Sob o pseudônimo (inútil) de Robert Galbraith, chega ao país mais uma obra da criadora de Harry Potter & Cia. “Sangue revolto”, da inglesa J. K. Rowling, é a quinta aventura de Cormoran Strike e Robin Ellacott, sócios numa agência de detetives particulares. Ele é veterano, já bem respeitado no métier; ela é novinha, competente, um futuro brilhante. Desta vez, investigam um assassinato ocorrido há 40 anos. Conseguirão desvendar o caso?
Claro que sim, ou não haveria livro. Como em thrillers desse tipo, “Sangue revolto” reserva uma surpresinha básica no fim, com resolução coerente, após pistas falsas, personagens suspeitos, avanços e recuos — e é disso que o povo gosta. Tanto que o título, lançado na Inglaterra e nos EUA ano passado, recebeu o prêmio British Book Award de 2020, na categoria Crime e Ficção.
A partir daí, em mais de 900 páginas, Rowling tem espaço bastante para misturar muitas tramas, encher linguiça, confundir o leitor e partir para o final feliz. Escritora experiente e prolixa, bem assessorada, ainda não se mostrou tão inventiva na literatura adulta quanto em “Harry Potter”. Mas, mesmo sem grandes novidades, o entretenimento é garantido.
Strike e Robin são uma dupla afinada, quase feitos um para o outro. Poderiam até render momentos mais calientes, não fosse Rowling tão pudica. Eles vivem num chove-não-molha afetivo, mas algo ainda deve rolar entre os dois nos próximos livros da série — até porque sua criadora já declarou que não pretende dar fim a esses seus personagens tão simpáticos.
A propósito, não falta gente torcendo pelo fim não do casal, mas da própria escritora — e eis aqui a melhor história envolvendo “Sangue revolto”. Desde 2019, quando fez declarações deveras transfóbicas, Rowling já era alvo de críticas pesadas e pertinentes nas redes sociais. A perplexidade era justificada. O caso ficou em banho-maria, mas não morreu.
A situação ferveu mesmo quando “Sangue revolto” veio à tona, em setembro de 2020. Isso porque um dos personagens, Dennis Creed, usa roupas femininas para ganhar a confiança de suas vítimas, todas mulheres, antes de matá-las. Quando estas percebem o logro, já era. Com isso, Rowling foi acusada de reforçar o preconceito contra travestis e transgêneros.
Fãs decepcionados
Nesse caso, a crítica já não parece tão pertinente exclusivamente porque se trata, afinal, de uma criação artística — que, por definição, deve pairar acima das censuras. Quanto ao personagem, digamos que cada doido, fictício ou não, abre caminhos para viabilizar suas doideiras, criminosas ou não — e Creed as viabilizava disfarçando-se de mulher. Curioso é que críticos se incomodem com a ideia de um psicopata vestir-se como mulher, e não com os assassinatos em si.
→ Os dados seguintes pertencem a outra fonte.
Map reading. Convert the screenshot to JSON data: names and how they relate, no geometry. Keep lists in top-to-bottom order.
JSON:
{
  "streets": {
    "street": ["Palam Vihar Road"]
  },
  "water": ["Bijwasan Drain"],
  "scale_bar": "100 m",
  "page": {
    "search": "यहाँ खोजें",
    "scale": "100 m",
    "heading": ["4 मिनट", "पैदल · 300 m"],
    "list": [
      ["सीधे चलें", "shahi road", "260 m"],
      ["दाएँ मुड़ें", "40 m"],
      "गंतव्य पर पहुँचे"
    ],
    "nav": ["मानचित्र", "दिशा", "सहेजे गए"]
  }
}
A intriga não para aí. Há quem diga que Rowling adotou o pseudônimo Robert Galbraith em alusão a um psiquiatra homônimo já morto, pioneiro em terapia de “cura gay”, lá pelos idos dos anos 1970. Seria bizarro, mas ela negou, claro. Não adianta: aos 55 anos, a escritora agora está no meio de uma batalha pelo seu “cancelamento”. Milhares de fãs já se declararam decepcionados com ela, livrarias australianas suspenderam as vendas de seus livros e por aí vai. Aguardemos novos capítulos.
De qualquer maneira, esse boicote mostrou-se ótima peça de marketing de “Sangue revolto”. Pretendendo normatizar a criação artística na base do grito, as queixas só aumentaram a expectativa dos leitores. Resultado: as vendas no lançamento, na Inglaterra, ficaram acima do esperado.
Mas uma questão ainda está aberta: para que serve um pseudônimo se todo mundo sabe que é J. K. Rowling por trás dele?